Directions for this task: Only lines holding the string "data" are wanted; copy each one from the material.

Material for this exercise:
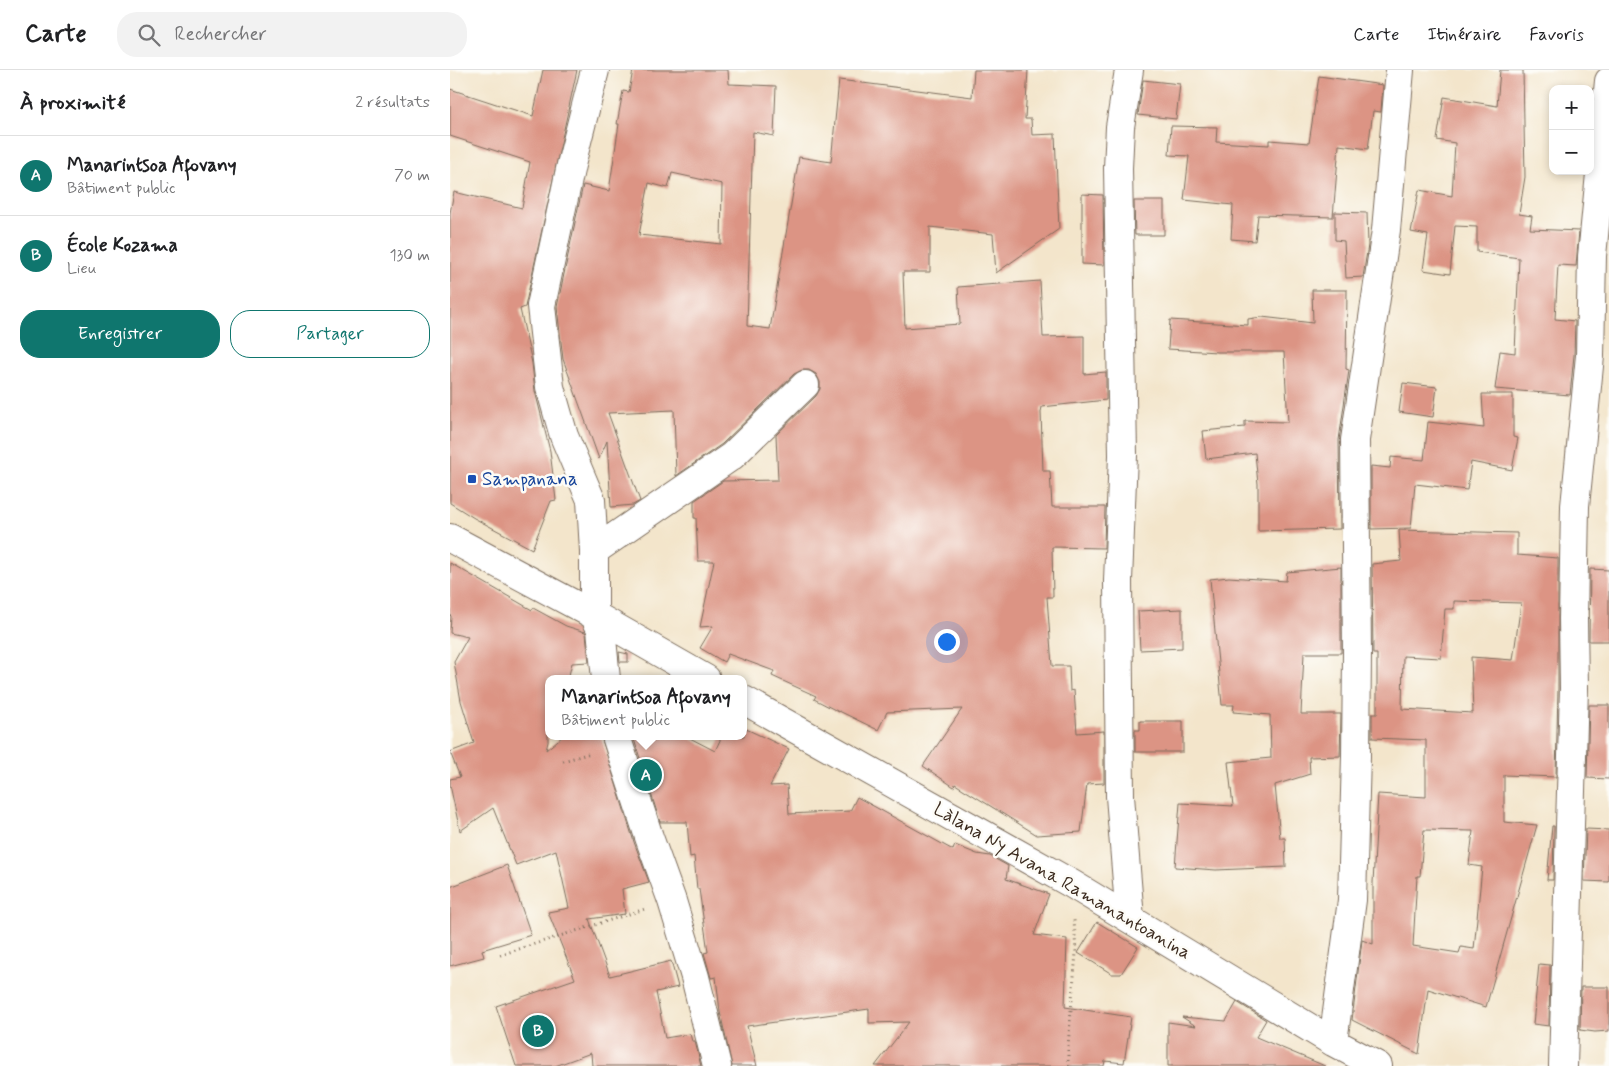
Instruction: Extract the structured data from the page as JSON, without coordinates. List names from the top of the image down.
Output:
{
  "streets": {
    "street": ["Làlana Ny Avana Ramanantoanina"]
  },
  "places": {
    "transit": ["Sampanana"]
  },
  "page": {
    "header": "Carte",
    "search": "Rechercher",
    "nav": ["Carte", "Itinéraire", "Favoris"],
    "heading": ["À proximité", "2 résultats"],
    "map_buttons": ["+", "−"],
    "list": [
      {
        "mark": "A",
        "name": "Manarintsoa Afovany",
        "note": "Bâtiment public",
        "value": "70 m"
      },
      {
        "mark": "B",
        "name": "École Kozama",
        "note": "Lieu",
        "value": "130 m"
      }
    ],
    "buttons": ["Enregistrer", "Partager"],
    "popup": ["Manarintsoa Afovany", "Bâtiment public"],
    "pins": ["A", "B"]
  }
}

--

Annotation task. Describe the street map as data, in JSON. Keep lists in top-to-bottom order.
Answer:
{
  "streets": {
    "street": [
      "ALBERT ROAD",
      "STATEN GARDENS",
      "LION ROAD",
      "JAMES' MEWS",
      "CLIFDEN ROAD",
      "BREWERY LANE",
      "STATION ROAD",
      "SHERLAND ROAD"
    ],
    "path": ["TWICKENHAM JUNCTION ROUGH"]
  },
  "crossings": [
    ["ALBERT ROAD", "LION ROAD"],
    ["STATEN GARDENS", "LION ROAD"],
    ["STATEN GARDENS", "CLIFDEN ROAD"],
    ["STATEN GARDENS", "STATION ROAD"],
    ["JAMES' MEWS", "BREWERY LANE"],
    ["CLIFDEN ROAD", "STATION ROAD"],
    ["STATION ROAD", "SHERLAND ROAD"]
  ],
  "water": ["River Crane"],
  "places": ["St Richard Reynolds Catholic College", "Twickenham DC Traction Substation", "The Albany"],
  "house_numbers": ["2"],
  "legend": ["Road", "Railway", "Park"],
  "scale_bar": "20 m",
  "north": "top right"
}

---

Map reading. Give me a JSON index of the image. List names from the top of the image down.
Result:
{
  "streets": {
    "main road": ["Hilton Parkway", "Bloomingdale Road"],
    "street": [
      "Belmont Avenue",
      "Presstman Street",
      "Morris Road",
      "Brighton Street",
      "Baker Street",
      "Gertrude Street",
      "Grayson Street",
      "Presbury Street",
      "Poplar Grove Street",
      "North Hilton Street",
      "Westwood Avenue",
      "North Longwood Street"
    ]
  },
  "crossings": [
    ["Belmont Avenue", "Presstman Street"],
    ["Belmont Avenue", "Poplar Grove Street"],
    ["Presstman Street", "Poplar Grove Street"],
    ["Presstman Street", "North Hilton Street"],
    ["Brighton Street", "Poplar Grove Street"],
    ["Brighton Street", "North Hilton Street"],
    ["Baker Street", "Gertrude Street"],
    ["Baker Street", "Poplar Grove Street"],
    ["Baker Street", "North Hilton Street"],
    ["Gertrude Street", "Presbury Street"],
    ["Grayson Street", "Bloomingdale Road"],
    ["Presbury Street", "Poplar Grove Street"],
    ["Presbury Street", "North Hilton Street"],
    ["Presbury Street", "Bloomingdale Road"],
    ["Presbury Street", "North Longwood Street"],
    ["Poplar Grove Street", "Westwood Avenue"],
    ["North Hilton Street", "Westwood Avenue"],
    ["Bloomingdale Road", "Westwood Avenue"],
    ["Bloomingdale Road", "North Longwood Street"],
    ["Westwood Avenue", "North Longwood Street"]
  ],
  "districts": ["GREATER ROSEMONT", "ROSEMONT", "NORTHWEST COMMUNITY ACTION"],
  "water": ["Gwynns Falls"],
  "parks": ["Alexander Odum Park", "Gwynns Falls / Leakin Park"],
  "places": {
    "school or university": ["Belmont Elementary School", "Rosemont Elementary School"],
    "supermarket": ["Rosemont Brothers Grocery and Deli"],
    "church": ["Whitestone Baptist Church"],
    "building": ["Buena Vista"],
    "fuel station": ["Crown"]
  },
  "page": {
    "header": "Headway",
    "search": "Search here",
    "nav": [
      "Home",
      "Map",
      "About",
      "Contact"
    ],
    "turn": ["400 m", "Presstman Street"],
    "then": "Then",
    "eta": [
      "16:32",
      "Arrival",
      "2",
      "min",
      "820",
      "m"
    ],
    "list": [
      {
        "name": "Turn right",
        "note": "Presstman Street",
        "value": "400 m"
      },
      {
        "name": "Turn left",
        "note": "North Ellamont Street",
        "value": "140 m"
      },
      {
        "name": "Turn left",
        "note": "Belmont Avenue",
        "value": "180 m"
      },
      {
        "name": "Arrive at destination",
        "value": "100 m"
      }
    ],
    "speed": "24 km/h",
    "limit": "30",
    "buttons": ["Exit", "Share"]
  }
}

Answer below:
Instruction: Extract the structured data from the page as JSON, without coordinates. List names from the top of the image down.
Annotation task. Describe the street map as data, in JSON. Keep lists in top-to-bottom order.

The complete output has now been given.